(Task inputs)

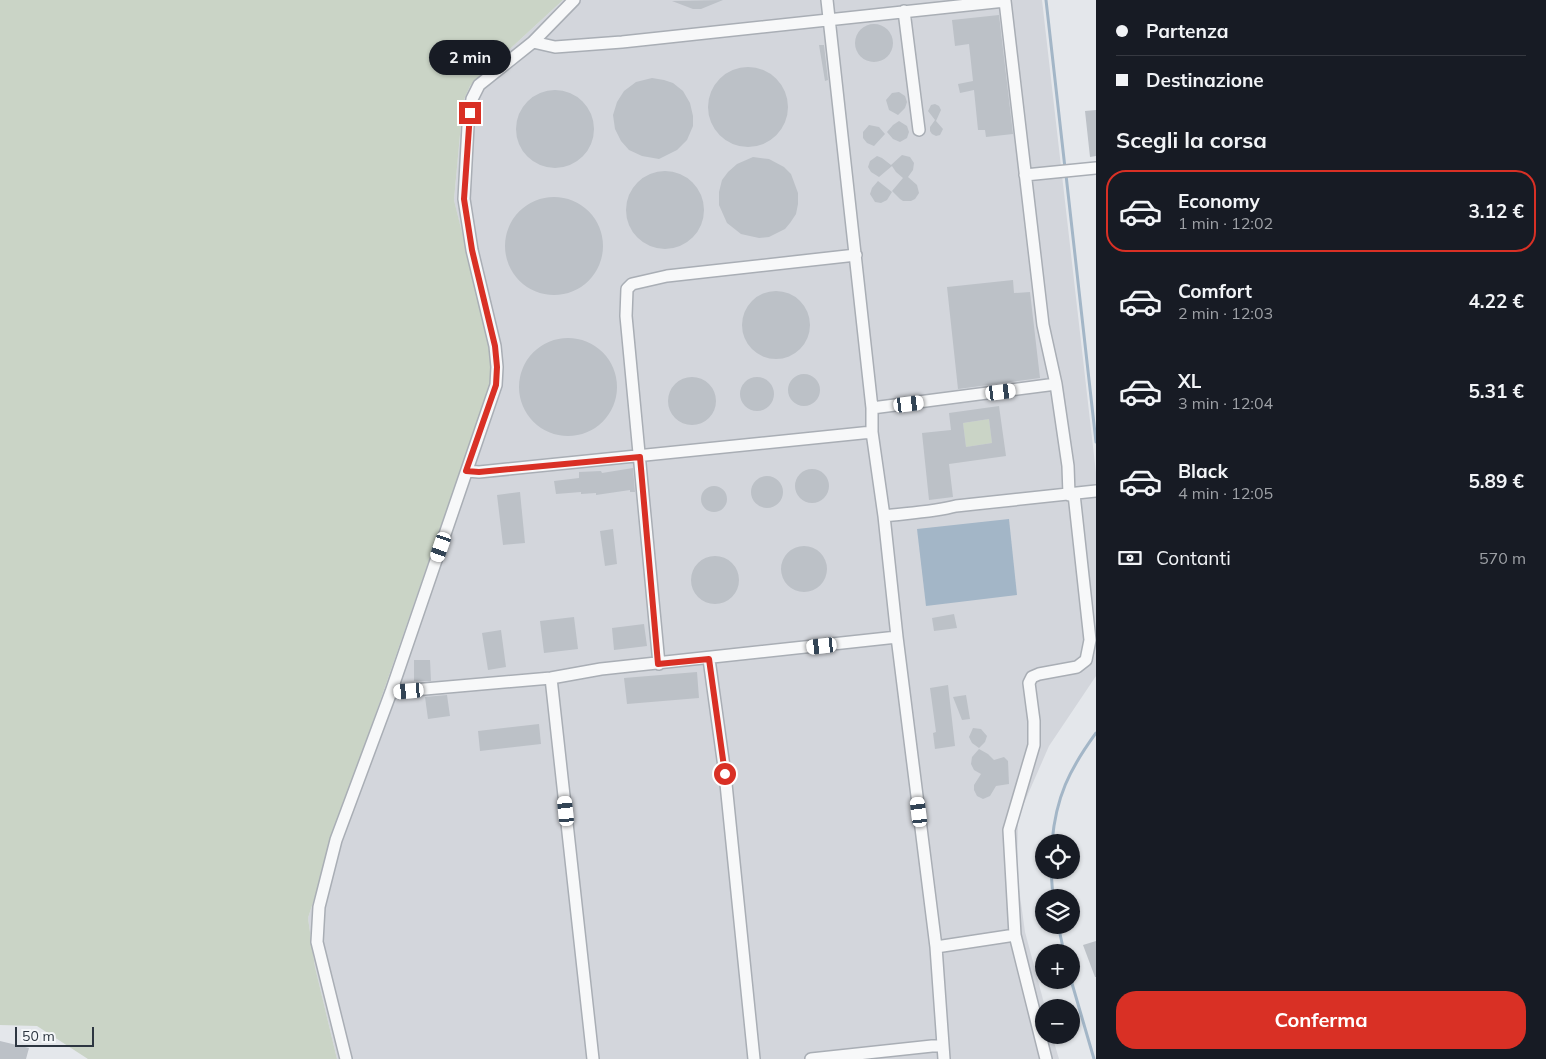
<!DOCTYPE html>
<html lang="it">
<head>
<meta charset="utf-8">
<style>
	body { margin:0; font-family:Mulish,sans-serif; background:#20242c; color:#f1f3f6; height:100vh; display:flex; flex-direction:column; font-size:19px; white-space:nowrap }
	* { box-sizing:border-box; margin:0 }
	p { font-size:16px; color:#9ea1a6 }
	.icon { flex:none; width:28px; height:28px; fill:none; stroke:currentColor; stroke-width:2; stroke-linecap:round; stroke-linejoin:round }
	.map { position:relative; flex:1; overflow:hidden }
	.side { display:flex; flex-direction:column; background:#171b24; width:450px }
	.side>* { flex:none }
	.guide { display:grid; align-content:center; height:110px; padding:0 20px; background:#171b24 }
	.fabs { position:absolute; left:1035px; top:834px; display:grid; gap:10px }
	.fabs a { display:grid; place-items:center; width:45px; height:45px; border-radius:50%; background:#171b24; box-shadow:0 1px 4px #0004; font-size:25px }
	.scale { position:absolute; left:15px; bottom:12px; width:79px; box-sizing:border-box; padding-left:5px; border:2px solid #2d3641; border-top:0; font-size:14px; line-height:18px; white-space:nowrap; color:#2d3641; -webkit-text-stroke:4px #f4f6f8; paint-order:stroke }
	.end { position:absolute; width:22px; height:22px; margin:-11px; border:6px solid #d93025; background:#fff; box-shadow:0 0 0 2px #fff }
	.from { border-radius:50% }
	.bubble { position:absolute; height:35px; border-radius:18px; background:#171b24; box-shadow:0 1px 4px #0004; font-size:16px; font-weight:700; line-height:35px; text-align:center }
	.car { position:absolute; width:15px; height:30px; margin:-15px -8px; border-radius:6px; box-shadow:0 0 4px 1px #0007; background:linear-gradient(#fff 24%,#345 0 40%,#fff 0 76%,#345 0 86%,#fff 0) }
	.guide b { display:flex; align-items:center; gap:18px; height:48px; font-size:19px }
	.guide b+b { border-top:1px solid #363941 }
	.guide i { width:12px; height:12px; background:#f1f3f6 }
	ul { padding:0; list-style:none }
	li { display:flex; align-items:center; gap:15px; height:82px; margin:0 10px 8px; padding:0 10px; border:2px solid transparent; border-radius:20px }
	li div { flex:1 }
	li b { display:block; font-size:19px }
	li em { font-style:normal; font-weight:700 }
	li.selected { border-color:#d93025 }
	li>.icon { width:45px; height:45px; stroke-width:1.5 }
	h2 { padding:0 20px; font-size:22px; line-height:60px }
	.pay { display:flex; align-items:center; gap:12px; height:55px; padding:0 20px; font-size:19px }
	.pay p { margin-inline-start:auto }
	.action { display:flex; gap:10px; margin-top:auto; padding:10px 20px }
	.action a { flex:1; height:58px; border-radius:20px; background:#d93025; color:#fff; font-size:20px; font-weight:700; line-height:58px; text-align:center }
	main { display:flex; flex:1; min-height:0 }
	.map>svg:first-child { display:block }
	.built { fill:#d3d6dc }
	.green { fill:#cad4c6 }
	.water { fill:#a3b6c7 }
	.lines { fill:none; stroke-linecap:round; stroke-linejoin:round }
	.stream { stroke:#a3b6c7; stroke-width:3 }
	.building { fill:#bcc1c7; fill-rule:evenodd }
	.minor-casing { stroke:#a9aeb5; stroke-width:14 }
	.minor { stroke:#f7f8f9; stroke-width:11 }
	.route { stroke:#d93025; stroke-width:6 }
</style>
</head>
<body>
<main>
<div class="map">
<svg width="1096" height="1059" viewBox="0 0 1096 1059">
	<rect width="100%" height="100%" fill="#e4e7eb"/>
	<path class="built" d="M563,0H1042L1096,473V676L1049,746L1018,817L1017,874L1025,932L1045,1007L1044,1008V1035H1052L1059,1059H337L315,967L308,918L360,759L490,385L492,366L454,200L463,102L470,86Z"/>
	<path class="green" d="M0,0H563L470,86L463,102L454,200L491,351L492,366L490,385L360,759L308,918L315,967L337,1059H88L37,1026L0,1025Z
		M989,419L992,443L966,447L963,423Z"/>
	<path class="water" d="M1009,519L1017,595L926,606L917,529Z"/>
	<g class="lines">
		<path class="stream" d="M1046,0L1065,168
			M1066,175L1096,442
			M1052,842C1056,797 1069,770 1096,733
			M1051,870L1053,898
			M1058,925L1064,952
			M1071,980L1094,1059"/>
	</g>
	<path class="building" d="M723,0L701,9H693L672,1Z
		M999,15L1013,134L986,137L985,130H978L974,90L960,93L958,84L973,81L969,44L955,46L952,20Z
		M855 43a19 19 0 1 1 38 0a19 19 0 1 1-38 0Z
		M819,45H824L828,80L825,81Z
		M708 107a40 40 0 1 1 80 0a40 40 0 1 1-80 0Z
		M652,78L664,80L673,83L683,91L690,103L693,116V126L687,140L677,150L659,159L642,156L629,150L621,141L615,129L613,115L617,102L624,91L636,82Z
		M516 129a39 39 0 1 1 78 0a39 39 0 1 1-78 0Z
		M899,92L905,96L907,102L905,108L898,115L889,110L886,100L892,93Z
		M935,104L939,106L941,110L936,121L943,129L940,135L936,136L932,134L930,131V127L935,120L928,111L931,105Z
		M1096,110V156L1090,157L1085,111Z
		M899,121L907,126L909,132L907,138L900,142L893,139L887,132L893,125Z
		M869,125L879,127L885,134L874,146L867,143L863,138V132Z
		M902,155L910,157L914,163L913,170L908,177L917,185L919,193L915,199L911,201H903L900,199L892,191L903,178L896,172L892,166L879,177L871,172L868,167L870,161L877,156L882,158L891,165Z
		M753,157L769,159L784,167L791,174L798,193V204L796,214L790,223L785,229L769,237L759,238L741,234L727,223L719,205V192L722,180L728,172L737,164Z
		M626 210a39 39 0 1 1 78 0a39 39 0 1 1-78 0Z
		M878,181L892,192L887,200L881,203L875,202L870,194L872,188Z
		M505 246a49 49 0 1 1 98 0a49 49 0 1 1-98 0Z
		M1013,280L1014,293L1030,292L1040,378L958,389L947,287Z
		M742 325a34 34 0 1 1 68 0a34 34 0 1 1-68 0Z
		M519 387a49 49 0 1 1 98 0a49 49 0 1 1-98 0Z
		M788 390a16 16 0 1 1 32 0a16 16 0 1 1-32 0Z
		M740 394a17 17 0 1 1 34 0a17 17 0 1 1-34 0Z
		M668 401a24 24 0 1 1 48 0a24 24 0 1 1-48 0Z
		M999,406L1006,456L949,464L953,497L929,500L922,433L951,430L949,413ZM989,419L992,443L966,447L963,423Z
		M633,468L635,492H630V490L596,495V493L581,494V492L556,494L554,481L579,478V472L601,471L602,473Z
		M795 486a17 17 0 1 1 34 0a17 17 0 1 1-34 0Z
		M751 492a16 16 0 1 1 32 0a16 16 0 1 1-32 0Z
		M701 499a13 13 0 1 1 26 0a13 13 0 1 1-26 0Z
		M520,492L525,543L503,545L497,495Z
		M613,529L617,564L605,566L600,531Z
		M781 569a23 23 0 1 1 46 0a23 23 0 1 1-46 0Z
		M691 580a24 24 0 1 1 48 0a24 24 0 1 1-48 0Z
		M954,614L957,628L934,631L932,618Z
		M574,617L578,649L544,653L540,621Z
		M644,624L647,646L614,650L612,628Z
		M501,630L506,667L488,670L482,633Z
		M414,660H430L431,681H414Z
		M697,672L699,698L627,704L624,678Z
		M948,685L955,746L935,749L933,733L936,732L930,688Z
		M447,695L450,716L428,719L425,697Z
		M966,695L970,719L962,720L953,697Z
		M539,724L541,744L480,751L478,731Z
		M973,728L981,729L987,736L985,742L979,748L972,743L969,737Z
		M979,749L988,754L994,760L1004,757L1008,761L1009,784L996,786L990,796L983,799L977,796L974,790V785L981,774L974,770L971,764L972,757Z
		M1096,941V977H1095L1083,945Z
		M0,1041L29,1048L26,1059H0Z"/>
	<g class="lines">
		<g class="minor-casing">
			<path id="minor" d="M827,0L872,408V432L884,516L897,637L936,947L944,1059
				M904,11L919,130
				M533,42L555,47L622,42L1005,1L1043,325L1056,384L1068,466L1069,495
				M1025,175L1096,168
				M872,408L1056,384
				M467,471L479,472L872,432
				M884,516C908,513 933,512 956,506L1096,491
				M709,659L725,774L754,1059
				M659,664L626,316L627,289L632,284L667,276L856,255
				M551,678L593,1059
				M391,692L551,678L601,669L897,637
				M936,947L1015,935
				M346,1059L317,942L319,907L336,840L391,692L496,385L497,367L495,346L472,250L464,199L468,126L472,99L479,85L533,42L574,0
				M811,1059L932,1046H943
				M1046,1059L1015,935L1009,830L1034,745V721L1029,683L1032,677L1039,674L1077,667L1086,660L1090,640L1074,494"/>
		</g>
		<use href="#minor" class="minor"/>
	</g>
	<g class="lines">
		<path class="route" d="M470,113L464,199L472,250L495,346L497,367L496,385L466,471L479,472L640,457L658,664L709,659L725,774"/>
	</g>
</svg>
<div class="fabs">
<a><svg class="icon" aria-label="locate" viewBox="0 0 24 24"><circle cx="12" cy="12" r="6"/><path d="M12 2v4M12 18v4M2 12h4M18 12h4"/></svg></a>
<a><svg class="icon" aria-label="layers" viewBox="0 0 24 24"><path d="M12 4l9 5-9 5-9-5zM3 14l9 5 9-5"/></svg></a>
<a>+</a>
<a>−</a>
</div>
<div class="scale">50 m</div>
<i class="end from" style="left:725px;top:774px"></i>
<i class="end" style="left:470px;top:113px"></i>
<div class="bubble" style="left:429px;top:40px;width:82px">2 min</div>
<i class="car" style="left:1001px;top:392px;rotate:83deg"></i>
<i class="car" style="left:909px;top:404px;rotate:83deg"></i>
<i class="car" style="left:441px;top:547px;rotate:199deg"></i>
<i class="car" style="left:822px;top:646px;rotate:264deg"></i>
<i class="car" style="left:409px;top:691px;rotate:265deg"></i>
<i class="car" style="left:566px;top:811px;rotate:354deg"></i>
<i class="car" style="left:919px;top:812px;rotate:353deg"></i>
</div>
<section class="side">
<div class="guide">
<b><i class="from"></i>Partenza</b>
<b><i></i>Destinazione</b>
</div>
<h2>Scegli la corsa</h2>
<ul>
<li class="selected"><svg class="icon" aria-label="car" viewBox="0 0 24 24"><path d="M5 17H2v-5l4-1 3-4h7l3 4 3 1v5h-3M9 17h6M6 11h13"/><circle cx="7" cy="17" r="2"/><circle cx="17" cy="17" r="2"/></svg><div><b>Economy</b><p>1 min · 12:02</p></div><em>3.12 €</em></li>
<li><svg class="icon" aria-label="car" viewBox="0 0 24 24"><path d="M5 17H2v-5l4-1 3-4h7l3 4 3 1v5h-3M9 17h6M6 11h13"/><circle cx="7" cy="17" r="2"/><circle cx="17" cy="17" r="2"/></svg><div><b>Comfort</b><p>2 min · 12:03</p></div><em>4.22 €</em></li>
<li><svg class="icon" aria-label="car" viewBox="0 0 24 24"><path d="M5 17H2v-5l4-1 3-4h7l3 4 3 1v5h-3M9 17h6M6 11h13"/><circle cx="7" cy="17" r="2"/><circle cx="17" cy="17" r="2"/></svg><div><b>XL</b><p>3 min · 12:04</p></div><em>5.31 €</em></li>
<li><svg class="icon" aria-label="car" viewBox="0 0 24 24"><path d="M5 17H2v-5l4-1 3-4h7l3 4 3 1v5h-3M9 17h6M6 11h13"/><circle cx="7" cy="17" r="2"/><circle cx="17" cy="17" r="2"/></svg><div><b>Black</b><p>4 min · 12:05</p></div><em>5.89 €</em></li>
</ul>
<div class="pay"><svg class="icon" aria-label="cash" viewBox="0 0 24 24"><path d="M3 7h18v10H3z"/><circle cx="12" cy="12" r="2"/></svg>Contanti<p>570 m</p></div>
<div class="action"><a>Conferma</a></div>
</section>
</main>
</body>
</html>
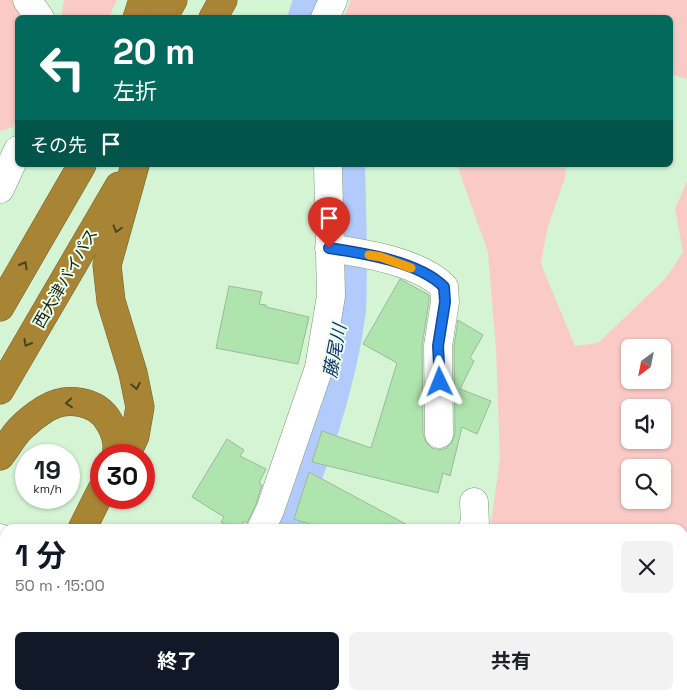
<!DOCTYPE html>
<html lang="ja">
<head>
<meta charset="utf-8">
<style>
	body { margin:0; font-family:"Space Grotesk","Noto Sans JP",sans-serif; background:#f2f2f2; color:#202124; height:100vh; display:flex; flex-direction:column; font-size:19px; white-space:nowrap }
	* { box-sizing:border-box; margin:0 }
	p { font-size:16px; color:#757577 }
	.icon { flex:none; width:28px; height:28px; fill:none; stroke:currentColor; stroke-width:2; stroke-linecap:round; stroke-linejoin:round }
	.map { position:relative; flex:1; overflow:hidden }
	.panel { position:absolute; left:0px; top:524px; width:688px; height:176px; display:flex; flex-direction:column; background:#fff; border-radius:15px 15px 0 0; box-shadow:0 1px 4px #0004 }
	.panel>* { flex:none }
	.top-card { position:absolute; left:15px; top:15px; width:658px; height:152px; border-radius:8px; box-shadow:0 1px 4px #0004; background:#00695c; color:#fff; overflow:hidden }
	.needle { width:32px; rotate:212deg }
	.tools { position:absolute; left:621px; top:339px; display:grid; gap:10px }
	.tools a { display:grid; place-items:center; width:50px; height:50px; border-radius:8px; background:#fff; box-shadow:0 1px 4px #0004; font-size:25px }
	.speed { position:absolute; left:15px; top:444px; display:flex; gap:10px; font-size:25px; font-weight:700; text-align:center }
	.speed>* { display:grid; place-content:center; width:65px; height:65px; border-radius:50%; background:#fff; box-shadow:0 1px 4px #0004; line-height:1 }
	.speed small { font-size:12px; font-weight:400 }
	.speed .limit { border:8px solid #d22; background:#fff; color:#111 }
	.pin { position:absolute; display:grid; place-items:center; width:42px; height:42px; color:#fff; margin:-51px -21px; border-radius:50% 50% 50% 0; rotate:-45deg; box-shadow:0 0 5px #0007 }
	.pin .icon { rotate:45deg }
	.me { position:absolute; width:55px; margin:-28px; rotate:358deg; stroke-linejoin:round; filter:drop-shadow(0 0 4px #0008) }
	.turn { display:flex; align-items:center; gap:18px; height:105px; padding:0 15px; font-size:22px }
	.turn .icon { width:65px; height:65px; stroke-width:2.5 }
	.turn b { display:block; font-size:35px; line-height:42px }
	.then { display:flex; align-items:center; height:48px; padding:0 15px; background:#0003; gap:10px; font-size:19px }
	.round { display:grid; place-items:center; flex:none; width:52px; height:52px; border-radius:8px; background:#f2f2f2 }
	.overview { display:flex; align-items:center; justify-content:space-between; height:85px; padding:0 15px }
	h1 { font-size:30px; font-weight:700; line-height:38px; color:#111827 }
	.action { display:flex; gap:10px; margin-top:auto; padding:10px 15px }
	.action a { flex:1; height:58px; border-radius:8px; background:#111827; color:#fff; font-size:20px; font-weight:700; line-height:58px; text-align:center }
	.action a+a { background:#f2f2f2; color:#202124 }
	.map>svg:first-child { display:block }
	.green { fill:#f9cac6; fill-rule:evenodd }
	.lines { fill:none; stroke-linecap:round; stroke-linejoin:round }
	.river { stroke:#b3cbfc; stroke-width:46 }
	.building { fill:#afe4ae; stroke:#9bb99a }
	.minor-casing { stroke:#7d9a7c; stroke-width:29 }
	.highway-casing { stroke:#75612a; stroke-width:29 }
	.minor { stroke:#fff; stroke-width:28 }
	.highway { stroke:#a88435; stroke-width:28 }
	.oneway { stroke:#494421 }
	.route-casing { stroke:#114b97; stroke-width:12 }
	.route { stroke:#1a73e8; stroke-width:9 }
	.slow { stroke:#f59e0b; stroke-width:9 }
	.labels { text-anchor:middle; stroke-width:4; stroke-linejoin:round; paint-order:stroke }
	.street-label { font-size:16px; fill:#162116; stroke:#ebfeea }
	.water-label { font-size:18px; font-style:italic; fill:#143074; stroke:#ebfeea }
</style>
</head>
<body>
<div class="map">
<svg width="687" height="699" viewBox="0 0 687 699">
	<rect width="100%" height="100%" fill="#d5f4d4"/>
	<g class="green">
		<path d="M0,0H12L23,17L18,18L17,117L13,127L0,131Z"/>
		<path d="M64,0H117L109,17H61Z"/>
		<path d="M351,0H687V79L670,74V18L344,17Z"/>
		<path d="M457,165H566L565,178L547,229L541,264L575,346L598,343L666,278L683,252L675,209L687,181V699H285V695H682V529H489L491,523L500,459L496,348L488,252ZM630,348H662V380H630ZM630,408H662V440H630ZM630,468H662V500H630Z"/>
	</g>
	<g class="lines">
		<g class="river">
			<path d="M311,18L317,0"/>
			<path d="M278,529C307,458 333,386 343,310C344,298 343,284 344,272C344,236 343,201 342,165"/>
			<path d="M168,699L172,695"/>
		</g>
	</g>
	<g class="building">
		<path d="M400,279L429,295V301L422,346L423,434L426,442L432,448L439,450L447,448L452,442L455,434L454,347L458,320L483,335L470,358L474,361L460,389L491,401L477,434L462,427L450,476L443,473L438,493L312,462L322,431L371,448L397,363L363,344Z"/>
		<path d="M229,286L262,292L259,304L266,305V307L309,317L298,364L216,348Z"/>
		<path d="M227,439L244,450L240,456L266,469L259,483L262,485L256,504L247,523L244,521L240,529H234L221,522L224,517L192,497Z"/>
		<path d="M309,472L415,529H325L294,519Z"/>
	</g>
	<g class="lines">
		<defs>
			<g id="minor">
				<path d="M27,0L40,18"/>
				<path d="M325,18L333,0"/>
				<path d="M0,189L18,150"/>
				<path d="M329,248C364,253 420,262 444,287L445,302L438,346L439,434"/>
				<path d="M261,529L270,510L319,368L331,296L328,165"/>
				<path d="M472,529L475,524L474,502"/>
				<path d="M0,538L5,541"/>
				<path d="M83,695L87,699"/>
				<path d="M264,695V699"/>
				<path d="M151,699L154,695"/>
			</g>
			<g id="highway">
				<path d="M137,18L143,0"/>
				<path d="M163,18L173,0"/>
				<path d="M213,18L223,0"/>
				<path d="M0,307L82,165"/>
				<path d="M0,390L119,186"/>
				<path d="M126,455L135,436L140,407L133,373L111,301L107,265L135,165"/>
				<path d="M0,456C7,447 13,436 21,428C28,421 37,414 45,409C66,396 97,400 109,422C115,431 119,444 116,455"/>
				<path d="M82,529L101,491"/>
			</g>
		</defs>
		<use href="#minor" class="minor-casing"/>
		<use href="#highway" class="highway-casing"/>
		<use href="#minor" class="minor"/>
		<use href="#highway" class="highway"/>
	</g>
	<defs><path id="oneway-chevron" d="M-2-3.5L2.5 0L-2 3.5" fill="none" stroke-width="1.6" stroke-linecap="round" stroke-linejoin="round" transform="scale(1.25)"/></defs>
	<g class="oneway">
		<use href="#oneway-chevron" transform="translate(117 229) rotate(106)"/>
		<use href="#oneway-chevron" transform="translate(24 265) rotate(-60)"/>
		<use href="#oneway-chevron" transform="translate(27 343) rotate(120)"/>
		<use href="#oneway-chevron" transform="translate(136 386) rotate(79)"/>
		<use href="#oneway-chevron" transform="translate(69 403) rotate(175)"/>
	</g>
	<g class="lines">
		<defs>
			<path id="route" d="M329,248C363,253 420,262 444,287L445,302L438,346L440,382"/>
		</defs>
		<use href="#route" class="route-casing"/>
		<use href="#route" class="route"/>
		<path class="slow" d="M369,255L381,257L411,268"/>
	</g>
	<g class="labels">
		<g class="street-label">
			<text transform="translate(65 278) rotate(-60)" y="6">西大津バイパス</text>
		</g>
		<g class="water-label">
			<text transform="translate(335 351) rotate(-79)" y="6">藤尾川</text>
		</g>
	</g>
</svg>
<div class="tools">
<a><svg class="needle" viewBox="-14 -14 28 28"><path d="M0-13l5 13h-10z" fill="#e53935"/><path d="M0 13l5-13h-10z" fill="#757577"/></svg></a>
<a><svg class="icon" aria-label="sound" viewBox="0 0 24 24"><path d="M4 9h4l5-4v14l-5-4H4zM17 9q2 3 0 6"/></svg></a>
<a><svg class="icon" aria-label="search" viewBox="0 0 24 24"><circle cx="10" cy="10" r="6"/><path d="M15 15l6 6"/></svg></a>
</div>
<div class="speed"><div>19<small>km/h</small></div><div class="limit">30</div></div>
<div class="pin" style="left:329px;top:248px;background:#d93025"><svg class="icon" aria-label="arrive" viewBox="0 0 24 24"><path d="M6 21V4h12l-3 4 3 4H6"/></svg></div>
<svg class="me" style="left:440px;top:382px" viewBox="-20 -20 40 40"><path d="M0-17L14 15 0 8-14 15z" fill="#1a73e8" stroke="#fff" stroke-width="4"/></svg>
<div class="top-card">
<div class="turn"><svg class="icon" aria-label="left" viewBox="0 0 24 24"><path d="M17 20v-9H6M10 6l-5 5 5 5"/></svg><div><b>20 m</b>左折</div></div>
<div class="then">その先<svg class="icon" aria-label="arrive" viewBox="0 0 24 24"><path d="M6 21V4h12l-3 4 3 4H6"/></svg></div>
</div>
<section class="panel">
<div class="overview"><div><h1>1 分</h1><p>50 m · 15:00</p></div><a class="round"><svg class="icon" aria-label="close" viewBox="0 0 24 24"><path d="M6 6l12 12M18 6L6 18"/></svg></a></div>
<div class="action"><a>終了</a><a>共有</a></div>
</section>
</div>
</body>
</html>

(End Task inputs)

# Task objective
Repeat, with no pictures, each line from the beginning of the data through the line containing "position:absolute; left:1035px; top:834px;", inclusive.

# Written response
<!DOCTYPE html>
<html lang="it">
<head>
<meta charset="utf-8">
<style>
	body { margin:0; font-family:Mulish,sans-serif; background:#20242c; color:#f1f3f6; height:100vh; display:flex; flex-direction:column; font-size:19px; white-space:nowrap }
	* { box-sizing:border-box; margin:0 }
	p { font-size:16px; color:#9ea1a6 }
	.icon { flex:none; width:28px; height:28px; fill:none; stroke:currentColor; stroke-width:2; stroke-linecap:round; stroke-linejoin:round }
	.map { position:relative; flex:1; overflow:hidden }
	.side { display:flex; flex-direction:column; background:#171b24; width:450px }
	.side>* { flex:none }
	.guide { display:grid; align-content:center; height:110px; padding:0 20px; background:#171b24 }
	.fabs { position:absolute; left:1035px; top:834px; display:grid; gap:10px }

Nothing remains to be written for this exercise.